*Working data*
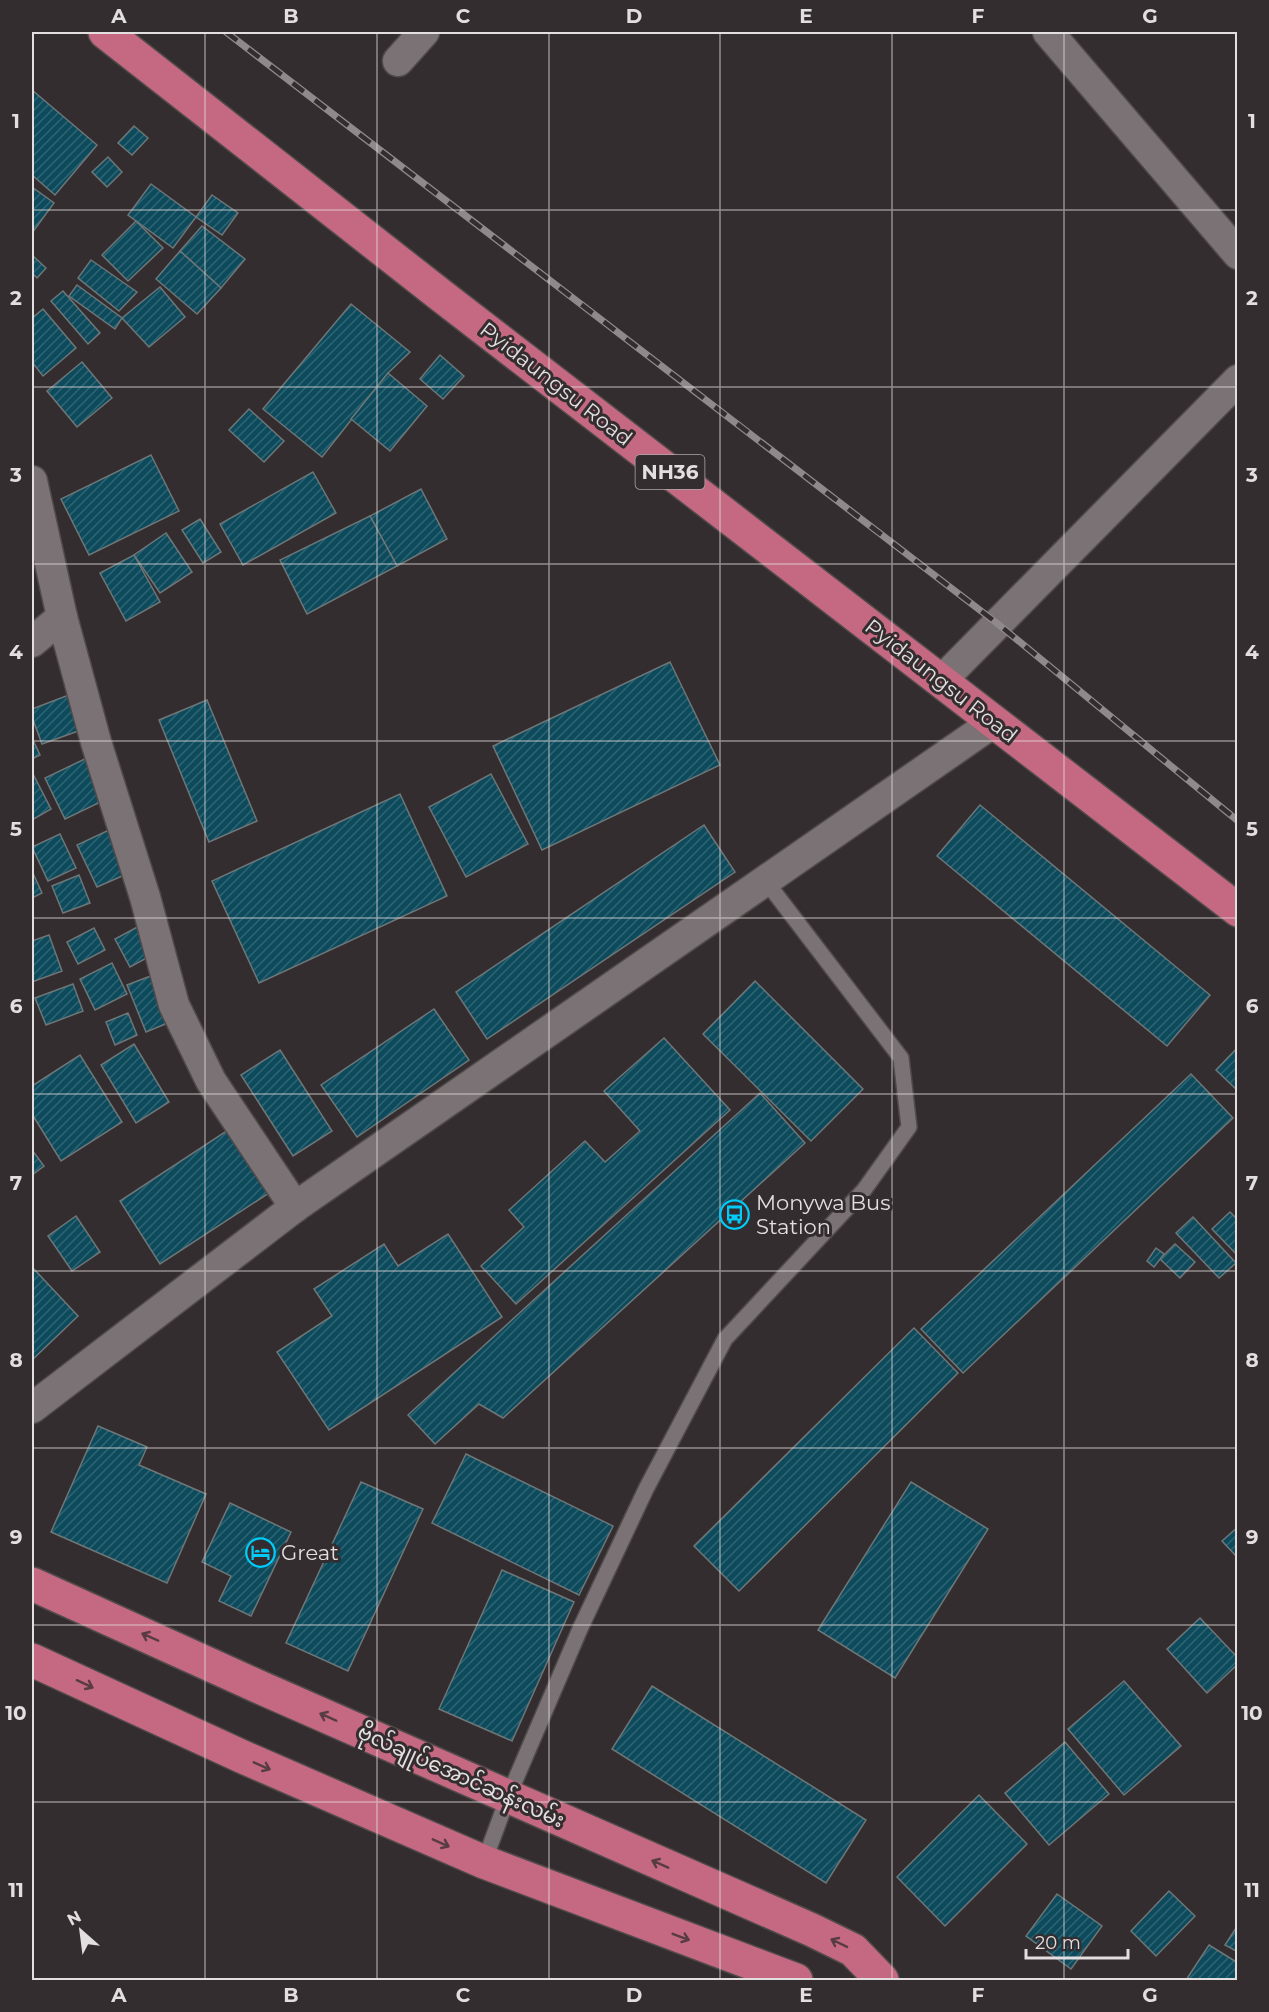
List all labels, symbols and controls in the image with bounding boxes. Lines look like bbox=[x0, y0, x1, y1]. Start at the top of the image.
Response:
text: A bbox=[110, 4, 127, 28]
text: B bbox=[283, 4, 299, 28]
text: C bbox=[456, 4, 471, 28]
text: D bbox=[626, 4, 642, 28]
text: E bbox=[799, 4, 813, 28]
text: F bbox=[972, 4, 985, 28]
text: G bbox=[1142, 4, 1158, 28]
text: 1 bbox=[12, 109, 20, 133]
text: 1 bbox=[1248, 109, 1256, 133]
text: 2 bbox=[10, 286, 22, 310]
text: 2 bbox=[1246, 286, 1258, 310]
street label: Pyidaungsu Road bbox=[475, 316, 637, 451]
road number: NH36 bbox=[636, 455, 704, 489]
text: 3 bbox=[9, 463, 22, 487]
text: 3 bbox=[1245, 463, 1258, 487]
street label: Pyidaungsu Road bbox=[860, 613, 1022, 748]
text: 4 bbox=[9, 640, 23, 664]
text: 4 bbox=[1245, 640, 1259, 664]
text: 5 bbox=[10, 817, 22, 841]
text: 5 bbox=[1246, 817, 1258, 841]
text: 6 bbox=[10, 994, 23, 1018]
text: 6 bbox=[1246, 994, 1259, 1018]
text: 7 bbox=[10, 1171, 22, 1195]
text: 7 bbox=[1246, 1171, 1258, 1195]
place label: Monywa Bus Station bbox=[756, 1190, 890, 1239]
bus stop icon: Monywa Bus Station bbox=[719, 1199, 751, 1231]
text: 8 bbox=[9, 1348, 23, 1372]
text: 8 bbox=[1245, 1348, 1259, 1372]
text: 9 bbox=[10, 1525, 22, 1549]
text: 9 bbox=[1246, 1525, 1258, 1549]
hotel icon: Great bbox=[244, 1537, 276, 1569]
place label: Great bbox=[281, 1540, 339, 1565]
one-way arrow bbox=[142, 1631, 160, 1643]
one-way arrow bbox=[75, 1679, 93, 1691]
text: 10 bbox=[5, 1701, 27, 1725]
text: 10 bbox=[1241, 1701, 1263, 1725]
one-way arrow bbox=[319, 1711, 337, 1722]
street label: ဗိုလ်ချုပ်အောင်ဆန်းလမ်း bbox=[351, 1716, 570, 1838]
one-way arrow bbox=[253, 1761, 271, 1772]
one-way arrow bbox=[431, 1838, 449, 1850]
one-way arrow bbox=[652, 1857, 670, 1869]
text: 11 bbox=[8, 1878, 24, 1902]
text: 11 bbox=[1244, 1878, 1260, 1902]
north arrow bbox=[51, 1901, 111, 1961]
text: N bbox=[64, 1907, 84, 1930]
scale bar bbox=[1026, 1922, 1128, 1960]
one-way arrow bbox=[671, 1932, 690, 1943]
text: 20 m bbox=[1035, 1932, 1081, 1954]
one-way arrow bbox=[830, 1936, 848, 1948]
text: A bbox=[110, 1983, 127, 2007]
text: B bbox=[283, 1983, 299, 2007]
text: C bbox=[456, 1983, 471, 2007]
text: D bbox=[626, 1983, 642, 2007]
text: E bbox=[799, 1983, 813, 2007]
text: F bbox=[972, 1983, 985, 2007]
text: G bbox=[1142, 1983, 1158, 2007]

---

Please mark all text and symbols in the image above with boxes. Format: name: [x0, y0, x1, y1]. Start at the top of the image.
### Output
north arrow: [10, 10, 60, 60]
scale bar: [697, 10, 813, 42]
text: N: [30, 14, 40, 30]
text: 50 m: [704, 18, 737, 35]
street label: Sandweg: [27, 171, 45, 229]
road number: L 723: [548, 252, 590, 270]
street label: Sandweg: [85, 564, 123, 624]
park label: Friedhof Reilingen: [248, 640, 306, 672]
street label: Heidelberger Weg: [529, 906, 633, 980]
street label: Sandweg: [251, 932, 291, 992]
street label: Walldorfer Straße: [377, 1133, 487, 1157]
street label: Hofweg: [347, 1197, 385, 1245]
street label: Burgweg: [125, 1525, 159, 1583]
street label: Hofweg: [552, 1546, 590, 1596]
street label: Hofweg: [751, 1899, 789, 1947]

*Instructions for the task*
Go through the material above and copy each line that has the word "with".

*Result for this task*
List all labels, symbols and controls in the image with bounding boxes. Lines look like bbox=[x0, y0, x1, y1]. Start at the top of the image.
Please mark all text and symbols in the image above with boxes. Format: name: [x0, y0, x1, y1]. Start at the top of the image.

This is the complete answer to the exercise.